Try it:
Wherever the string "rooms" appears in a line of the listing below, report that line.

Dataset records:
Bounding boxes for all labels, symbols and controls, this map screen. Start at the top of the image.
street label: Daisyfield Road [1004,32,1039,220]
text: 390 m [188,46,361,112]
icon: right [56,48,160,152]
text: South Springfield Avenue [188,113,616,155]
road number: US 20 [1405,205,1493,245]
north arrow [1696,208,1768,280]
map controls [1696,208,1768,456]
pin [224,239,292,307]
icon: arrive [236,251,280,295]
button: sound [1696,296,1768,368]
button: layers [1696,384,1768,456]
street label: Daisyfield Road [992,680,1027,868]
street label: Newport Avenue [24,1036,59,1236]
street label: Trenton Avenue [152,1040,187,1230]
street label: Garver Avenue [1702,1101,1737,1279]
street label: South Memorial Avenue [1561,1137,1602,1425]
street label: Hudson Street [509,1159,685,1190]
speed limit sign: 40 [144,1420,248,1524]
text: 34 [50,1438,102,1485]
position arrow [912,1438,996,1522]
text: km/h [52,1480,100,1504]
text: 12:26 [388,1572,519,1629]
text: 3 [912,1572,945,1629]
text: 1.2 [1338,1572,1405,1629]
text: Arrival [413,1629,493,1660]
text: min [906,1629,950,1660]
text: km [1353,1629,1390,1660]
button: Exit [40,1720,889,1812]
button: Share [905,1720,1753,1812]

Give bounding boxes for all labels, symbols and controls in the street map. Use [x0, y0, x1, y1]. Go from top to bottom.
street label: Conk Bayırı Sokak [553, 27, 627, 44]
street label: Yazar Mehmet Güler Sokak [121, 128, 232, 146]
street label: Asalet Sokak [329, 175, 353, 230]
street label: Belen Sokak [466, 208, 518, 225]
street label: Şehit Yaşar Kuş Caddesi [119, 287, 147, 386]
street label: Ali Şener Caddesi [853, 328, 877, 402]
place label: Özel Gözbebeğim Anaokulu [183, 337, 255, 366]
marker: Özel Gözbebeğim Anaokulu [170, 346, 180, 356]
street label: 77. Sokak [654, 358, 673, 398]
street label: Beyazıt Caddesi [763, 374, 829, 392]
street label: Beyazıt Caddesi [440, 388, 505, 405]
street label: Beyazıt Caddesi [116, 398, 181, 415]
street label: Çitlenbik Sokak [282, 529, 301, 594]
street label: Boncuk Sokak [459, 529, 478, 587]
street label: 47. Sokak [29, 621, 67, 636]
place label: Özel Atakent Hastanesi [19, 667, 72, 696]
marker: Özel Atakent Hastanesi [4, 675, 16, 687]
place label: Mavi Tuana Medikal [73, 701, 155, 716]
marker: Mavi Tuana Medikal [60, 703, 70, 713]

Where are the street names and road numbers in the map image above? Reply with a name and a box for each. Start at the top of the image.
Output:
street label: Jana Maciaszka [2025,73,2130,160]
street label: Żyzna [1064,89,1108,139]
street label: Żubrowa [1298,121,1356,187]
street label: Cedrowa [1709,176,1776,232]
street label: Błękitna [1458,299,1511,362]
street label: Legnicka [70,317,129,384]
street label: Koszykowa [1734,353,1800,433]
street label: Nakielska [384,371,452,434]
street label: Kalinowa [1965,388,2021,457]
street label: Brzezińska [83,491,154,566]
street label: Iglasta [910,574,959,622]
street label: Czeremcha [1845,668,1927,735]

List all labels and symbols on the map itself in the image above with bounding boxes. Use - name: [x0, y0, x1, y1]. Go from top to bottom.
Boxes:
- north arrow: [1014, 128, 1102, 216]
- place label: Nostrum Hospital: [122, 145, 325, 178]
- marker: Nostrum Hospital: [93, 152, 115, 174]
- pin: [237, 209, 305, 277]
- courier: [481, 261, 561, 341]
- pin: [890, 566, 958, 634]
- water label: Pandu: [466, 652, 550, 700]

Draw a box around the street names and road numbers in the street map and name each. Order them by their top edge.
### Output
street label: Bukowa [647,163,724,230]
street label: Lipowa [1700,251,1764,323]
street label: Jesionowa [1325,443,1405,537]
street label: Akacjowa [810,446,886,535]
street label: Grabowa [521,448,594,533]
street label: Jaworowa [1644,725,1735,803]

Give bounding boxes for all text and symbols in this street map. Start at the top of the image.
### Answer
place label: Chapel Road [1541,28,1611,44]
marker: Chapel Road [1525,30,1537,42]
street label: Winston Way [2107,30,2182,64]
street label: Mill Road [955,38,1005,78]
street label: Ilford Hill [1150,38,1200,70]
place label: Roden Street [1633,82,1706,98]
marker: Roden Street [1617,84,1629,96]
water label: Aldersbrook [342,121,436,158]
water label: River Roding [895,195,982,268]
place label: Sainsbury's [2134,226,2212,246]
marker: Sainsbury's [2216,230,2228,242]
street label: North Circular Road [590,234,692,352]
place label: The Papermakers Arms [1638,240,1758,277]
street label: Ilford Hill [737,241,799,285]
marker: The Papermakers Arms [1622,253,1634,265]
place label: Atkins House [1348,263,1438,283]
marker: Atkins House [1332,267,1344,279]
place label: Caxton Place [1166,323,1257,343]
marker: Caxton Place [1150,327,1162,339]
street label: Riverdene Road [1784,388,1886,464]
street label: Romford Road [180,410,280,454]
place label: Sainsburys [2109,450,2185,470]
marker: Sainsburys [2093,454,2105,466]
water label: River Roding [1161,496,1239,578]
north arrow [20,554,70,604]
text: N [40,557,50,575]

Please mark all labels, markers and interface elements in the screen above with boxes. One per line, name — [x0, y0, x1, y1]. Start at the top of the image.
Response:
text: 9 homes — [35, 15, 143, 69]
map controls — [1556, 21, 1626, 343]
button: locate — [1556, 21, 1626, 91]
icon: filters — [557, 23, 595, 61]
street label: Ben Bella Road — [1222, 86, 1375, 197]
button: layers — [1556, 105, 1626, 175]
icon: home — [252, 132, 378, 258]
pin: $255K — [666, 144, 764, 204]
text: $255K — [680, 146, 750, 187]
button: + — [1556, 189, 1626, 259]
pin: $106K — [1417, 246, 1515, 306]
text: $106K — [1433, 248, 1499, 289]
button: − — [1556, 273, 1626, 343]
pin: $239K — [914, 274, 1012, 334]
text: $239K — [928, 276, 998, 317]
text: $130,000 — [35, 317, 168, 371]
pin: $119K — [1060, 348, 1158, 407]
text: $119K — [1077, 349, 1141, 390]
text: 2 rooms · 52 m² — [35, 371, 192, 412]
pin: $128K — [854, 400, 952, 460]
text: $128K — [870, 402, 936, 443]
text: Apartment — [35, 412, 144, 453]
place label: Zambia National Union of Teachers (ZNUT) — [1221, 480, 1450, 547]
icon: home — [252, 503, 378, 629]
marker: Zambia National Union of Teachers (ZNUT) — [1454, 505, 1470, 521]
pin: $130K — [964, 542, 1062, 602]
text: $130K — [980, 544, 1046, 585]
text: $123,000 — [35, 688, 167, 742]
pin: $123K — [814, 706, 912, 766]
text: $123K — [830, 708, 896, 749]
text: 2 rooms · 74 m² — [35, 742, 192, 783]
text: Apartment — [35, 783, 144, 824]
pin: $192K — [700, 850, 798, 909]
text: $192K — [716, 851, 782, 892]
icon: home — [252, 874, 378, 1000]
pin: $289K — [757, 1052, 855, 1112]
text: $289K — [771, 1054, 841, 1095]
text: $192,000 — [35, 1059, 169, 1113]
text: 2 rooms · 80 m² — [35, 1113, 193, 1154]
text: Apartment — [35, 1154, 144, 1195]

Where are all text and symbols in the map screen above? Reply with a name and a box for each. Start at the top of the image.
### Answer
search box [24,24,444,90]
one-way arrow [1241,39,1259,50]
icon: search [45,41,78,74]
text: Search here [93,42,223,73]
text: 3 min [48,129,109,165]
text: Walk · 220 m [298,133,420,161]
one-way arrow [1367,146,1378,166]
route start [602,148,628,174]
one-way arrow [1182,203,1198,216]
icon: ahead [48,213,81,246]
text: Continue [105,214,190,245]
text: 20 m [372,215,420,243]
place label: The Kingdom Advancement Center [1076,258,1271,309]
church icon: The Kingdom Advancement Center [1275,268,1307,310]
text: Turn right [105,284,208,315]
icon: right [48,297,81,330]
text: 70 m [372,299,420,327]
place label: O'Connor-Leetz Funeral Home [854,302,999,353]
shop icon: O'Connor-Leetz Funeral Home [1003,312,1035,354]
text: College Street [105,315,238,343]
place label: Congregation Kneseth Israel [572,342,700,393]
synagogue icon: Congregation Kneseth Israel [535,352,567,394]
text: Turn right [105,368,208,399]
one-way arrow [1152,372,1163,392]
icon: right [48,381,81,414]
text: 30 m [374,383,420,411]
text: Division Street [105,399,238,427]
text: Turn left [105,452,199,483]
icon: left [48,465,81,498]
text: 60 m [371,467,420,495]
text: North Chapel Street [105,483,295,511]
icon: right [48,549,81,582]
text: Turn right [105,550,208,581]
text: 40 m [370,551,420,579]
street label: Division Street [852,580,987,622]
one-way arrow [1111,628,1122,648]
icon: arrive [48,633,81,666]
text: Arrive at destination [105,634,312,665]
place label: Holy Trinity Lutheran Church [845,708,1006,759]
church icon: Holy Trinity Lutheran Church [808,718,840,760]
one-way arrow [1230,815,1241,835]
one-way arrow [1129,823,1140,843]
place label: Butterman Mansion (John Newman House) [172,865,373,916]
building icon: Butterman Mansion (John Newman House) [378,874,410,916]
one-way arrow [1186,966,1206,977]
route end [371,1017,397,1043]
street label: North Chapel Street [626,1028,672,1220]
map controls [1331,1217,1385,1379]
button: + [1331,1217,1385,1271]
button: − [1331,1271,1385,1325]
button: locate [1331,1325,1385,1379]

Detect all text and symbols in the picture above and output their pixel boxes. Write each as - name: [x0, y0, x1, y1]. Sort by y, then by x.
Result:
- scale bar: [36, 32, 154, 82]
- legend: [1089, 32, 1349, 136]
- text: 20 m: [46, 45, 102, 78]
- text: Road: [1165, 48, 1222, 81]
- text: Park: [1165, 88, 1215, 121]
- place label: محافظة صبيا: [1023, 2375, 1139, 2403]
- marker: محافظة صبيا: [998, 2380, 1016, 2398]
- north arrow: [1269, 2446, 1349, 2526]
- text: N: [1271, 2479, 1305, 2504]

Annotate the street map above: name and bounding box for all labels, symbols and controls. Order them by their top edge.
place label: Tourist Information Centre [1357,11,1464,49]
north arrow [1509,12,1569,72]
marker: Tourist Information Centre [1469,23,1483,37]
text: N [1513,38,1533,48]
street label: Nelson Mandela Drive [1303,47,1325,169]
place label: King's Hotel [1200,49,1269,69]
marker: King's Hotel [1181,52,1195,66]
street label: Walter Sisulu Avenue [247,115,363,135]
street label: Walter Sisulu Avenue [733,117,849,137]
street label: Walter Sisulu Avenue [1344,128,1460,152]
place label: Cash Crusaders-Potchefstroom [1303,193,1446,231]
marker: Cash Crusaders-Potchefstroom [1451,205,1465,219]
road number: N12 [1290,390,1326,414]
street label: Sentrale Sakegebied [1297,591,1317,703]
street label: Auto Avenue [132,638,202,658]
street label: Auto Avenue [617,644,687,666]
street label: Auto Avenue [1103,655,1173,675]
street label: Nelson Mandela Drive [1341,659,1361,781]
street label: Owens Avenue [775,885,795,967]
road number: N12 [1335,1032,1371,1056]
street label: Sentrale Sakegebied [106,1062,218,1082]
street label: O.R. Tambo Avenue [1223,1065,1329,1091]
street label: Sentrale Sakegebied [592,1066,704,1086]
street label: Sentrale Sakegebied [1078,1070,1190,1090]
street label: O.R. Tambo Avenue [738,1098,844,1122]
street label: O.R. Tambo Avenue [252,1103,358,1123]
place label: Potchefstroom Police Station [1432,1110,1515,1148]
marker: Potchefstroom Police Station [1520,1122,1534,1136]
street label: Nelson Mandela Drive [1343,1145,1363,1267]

Your solution:
text: 2 rooms · 52 m² — [35, 371, 192, 412]
text: 2 rooms · 74 m² — [35, 742, 192, 783]
text: 2 rooms · 80 m² — [35, 1113, 193, 1154]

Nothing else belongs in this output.